EXERCISE
Across the entries below, how many lines contain the string "lists"? Only the number is wanted.
[GIVEN DATA Boundary: Start]
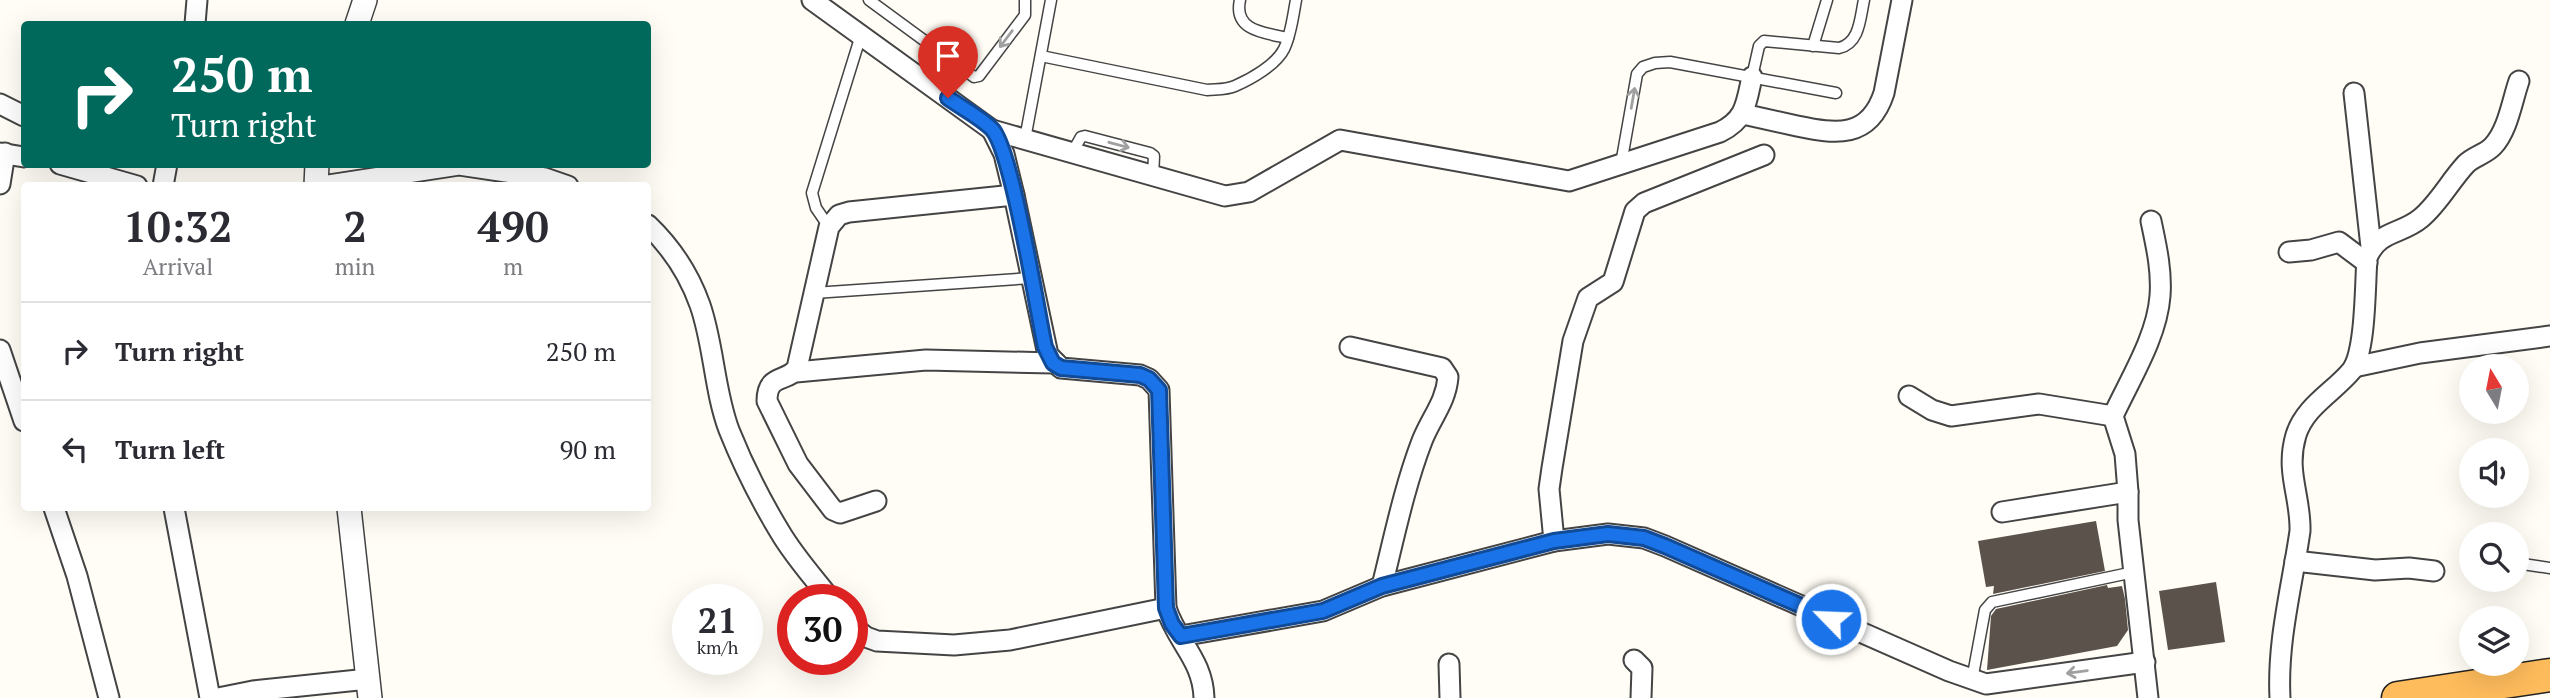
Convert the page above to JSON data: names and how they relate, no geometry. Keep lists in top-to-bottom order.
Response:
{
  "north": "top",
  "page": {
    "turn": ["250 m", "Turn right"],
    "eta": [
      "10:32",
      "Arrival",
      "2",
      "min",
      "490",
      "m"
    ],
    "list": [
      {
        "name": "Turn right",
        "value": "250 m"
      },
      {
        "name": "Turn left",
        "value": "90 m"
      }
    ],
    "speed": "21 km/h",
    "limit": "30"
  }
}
[GIVEN DATA Boundary: End]
[GIVEN DATA Boundary: Start]
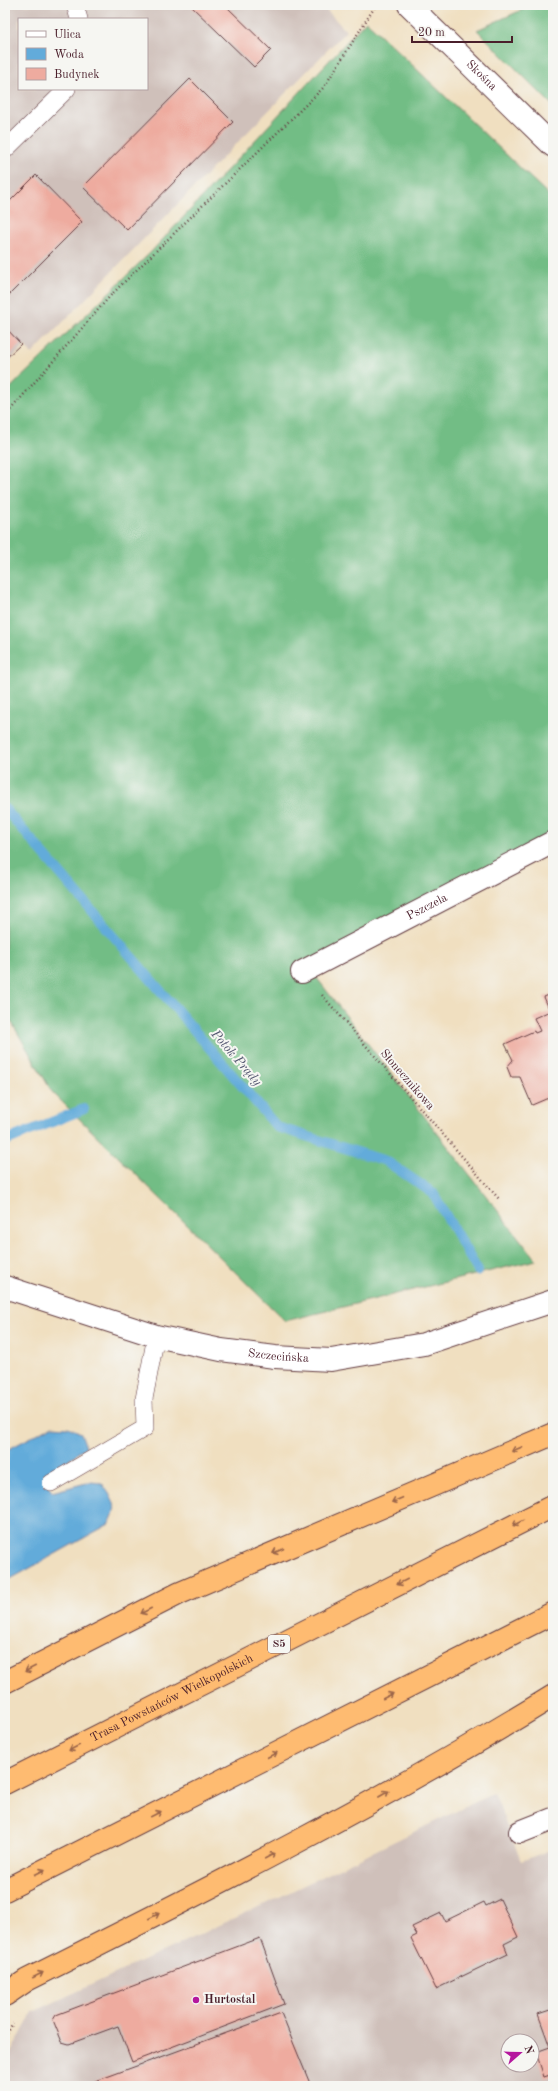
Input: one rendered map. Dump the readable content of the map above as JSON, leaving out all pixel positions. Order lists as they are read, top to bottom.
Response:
[GIVEN DATA Boundary: End]
ANSWER SECTION
2